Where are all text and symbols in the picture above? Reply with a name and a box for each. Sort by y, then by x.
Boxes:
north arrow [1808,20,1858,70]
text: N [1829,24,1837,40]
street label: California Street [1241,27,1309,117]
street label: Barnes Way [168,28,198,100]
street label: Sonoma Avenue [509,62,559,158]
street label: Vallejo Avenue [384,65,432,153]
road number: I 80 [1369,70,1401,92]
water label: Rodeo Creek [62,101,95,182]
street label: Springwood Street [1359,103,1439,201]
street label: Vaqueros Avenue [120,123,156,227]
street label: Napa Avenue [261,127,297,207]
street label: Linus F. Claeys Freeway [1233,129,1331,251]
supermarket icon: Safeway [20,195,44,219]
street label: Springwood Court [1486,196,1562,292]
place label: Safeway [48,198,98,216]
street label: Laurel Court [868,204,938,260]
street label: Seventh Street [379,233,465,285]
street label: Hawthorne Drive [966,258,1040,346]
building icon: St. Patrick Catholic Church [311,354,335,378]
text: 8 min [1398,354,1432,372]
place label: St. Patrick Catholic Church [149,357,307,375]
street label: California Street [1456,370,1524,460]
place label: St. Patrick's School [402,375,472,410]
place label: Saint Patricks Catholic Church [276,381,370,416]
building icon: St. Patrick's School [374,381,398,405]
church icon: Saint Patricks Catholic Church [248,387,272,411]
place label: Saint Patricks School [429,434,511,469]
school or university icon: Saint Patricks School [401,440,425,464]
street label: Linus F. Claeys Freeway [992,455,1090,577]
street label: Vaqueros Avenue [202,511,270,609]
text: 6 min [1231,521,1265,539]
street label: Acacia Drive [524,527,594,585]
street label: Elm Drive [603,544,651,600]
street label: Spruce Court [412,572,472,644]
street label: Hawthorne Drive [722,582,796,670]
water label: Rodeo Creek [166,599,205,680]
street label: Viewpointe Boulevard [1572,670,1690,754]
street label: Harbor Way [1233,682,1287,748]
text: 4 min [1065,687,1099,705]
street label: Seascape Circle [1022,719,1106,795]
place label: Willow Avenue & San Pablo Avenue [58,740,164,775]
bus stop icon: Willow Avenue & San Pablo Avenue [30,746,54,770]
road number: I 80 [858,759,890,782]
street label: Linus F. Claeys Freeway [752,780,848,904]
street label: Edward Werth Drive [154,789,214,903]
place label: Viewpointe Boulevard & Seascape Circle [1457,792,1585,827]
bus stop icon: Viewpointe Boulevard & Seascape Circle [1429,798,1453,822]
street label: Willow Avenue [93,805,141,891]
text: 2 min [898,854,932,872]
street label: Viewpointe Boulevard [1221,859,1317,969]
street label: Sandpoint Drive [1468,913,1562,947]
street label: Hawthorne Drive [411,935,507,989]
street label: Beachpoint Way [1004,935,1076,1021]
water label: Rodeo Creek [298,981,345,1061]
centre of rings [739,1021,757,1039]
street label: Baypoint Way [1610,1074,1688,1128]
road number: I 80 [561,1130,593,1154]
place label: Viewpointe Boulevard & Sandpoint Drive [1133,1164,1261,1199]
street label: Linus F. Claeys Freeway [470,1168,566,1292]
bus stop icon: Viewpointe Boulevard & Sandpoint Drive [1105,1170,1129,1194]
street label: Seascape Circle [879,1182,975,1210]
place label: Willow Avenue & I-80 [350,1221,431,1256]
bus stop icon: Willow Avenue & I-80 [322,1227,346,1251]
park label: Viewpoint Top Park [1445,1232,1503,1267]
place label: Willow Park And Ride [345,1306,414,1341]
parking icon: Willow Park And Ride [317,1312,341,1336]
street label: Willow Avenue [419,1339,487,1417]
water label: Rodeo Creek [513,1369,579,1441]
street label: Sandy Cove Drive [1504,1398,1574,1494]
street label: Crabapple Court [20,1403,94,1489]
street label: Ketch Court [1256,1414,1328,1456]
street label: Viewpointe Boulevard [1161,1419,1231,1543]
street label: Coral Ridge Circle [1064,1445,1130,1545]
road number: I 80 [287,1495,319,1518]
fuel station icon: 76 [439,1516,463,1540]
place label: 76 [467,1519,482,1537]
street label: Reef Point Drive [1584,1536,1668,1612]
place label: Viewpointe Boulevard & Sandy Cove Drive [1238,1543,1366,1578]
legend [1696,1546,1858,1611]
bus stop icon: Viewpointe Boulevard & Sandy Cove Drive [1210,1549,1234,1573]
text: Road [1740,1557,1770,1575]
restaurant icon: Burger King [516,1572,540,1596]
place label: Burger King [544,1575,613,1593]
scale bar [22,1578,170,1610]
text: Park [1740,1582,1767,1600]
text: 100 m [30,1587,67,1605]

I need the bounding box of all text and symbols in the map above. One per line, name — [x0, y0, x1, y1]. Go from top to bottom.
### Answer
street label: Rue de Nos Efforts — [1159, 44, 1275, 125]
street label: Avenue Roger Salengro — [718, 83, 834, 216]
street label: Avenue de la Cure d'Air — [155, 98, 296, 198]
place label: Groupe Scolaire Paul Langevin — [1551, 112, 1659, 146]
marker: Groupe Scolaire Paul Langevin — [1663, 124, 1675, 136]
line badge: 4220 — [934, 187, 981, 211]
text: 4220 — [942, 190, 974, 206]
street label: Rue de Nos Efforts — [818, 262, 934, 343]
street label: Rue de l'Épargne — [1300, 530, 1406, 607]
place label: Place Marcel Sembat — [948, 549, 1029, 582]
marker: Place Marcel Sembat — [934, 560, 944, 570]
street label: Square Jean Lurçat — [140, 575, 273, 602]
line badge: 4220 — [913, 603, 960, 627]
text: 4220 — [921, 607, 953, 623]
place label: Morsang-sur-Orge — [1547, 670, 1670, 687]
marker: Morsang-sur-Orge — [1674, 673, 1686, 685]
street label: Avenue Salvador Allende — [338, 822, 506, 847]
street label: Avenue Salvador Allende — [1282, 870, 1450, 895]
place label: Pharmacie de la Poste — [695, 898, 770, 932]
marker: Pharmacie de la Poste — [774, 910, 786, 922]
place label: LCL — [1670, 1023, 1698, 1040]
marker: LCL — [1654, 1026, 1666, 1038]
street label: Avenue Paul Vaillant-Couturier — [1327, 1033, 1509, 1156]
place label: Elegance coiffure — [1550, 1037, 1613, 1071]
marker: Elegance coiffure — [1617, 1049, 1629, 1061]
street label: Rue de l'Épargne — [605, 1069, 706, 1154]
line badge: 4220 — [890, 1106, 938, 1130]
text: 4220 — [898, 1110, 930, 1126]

========================================================================

EXERCISE AIM:
Which lines of the listing include the string "Pharmacie"? Pull them out.

EXERCISE RESULT:
place label: Pharmacie de la Poste — [695, 898, 770, 932]
marker: Pharmacie de la Poste — [774, 910, 786, 922]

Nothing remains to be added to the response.